There is nothing better than getting out in nature and exploring the glorious area the right way - by foot! Don’t worry you don't need to be a wilderness explorer to do so, there is a trail for everyone in Connemara, whether you are an experienced hiker or rather a slow stroll.
We’ve put together a list of 5 walking trails that locals and tourist love to visit year in and year out. Make sure you pack your camera as you explore the most beautiful place in the world!
The Cong and Clonbur Forest Trail
Distance - 7.5 km
Duration - 2.5 hrs
Terrain - Forest road & track
Cong is a wonderful place for walking, with good quality off-road trails that wind around the great western lakes of Lough Corrib and Lough Mask.
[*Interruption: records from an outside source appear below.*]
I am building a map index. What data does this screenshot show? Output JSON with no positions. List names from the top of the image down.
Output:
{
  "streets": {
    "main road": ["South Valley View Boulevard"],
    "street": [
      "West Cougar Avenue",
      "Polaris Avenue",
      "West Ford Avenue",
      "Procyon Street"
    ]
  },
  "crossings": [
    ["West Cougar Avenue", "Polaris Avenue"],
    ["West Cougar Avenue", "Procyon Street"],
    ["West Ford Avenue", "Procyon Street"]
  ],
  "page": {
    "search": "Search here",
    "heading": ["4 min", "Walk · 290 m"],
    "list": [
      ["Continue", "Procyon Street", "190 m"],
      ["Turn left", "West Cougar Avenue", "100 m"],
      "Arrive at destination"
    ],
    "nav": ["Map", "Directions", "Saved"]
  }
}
In this 7.5 km linear trail, you will explore County Galway’s forests and placid lake shores. Spot the geological marvels of the striking limestone pavements and exotic woodland species that make up the stunning natural scenery.
Once your woodland explorations are complete, the pretty Gaeltacht village of Clonbur is the place to stop for that welcome cup of tea.
Claddaghduff Quay to Omey Island Walk
Distance - 5.6 km
Duration - 1-2 hrs
Terrain - Strand & pasture
Omey is a tidal island accessible on foot 2 hours before low water and 2 hours before high water - please check tidal times.
Omey island is a magical place 600 metres offshore, nestled beneath the protruding point of the Aughrus peninsula and sheltered from the worst of the Atlantic swells by the islands of An Cruach (Cruach), Ard Oilean (High Island) and Oilean na mBráthar (Friar Island).
The island is almost entirely underlain by sand. The island supported a large population of over 400 people in the mid-19th century who lived off the rich fishing around the island and from cattle raised on the fertile, lime-rich soils. There is no better place for a leisurely, interesting and revitalising walk than St Feichin’s sacred island, which was the ancestral home of the Connemara O’Toole’s, who moved westward with the O’Flahertys in the middle ages.
This walk begins by following the side road from Claddaghduff church towards the shore. The trail crosses 1km of tidal sand which is impassable for two hours on each side of high tide. The route is marked across the sand to the road on the island.
Understanding the Omey Island tide times in advance of your visit, as we’ve mentioned is really important! Find information on the tide times here. If in doubt, you can also ask Sweeney’s pub in Claddaghduff for advice before setting off.
Be careful as there’s a real danger if you get the tidal times wrong. If the tide begins to come in when you’re on the island, you’ll be stranded there until it starts to go back out again - trust us on this one!
Killary Harbour Coastal Walk
Distance - 9 km
Duration - 2 hrs
Terrain - Pathway
Killary Fjord is referred to as Ireland’s only true fjord, with the hills that line the inlet declining sharply into its waters. The area is also steeped in the history of the Great Irish Famine, this is evidenced by the rocky trail that once served as the famine relief road, as well as the ruined famine village of Foher. The hike along the southern side of the fjord offers panoramic views of Mayo’s Mweelrea Mountain and the harbour itself.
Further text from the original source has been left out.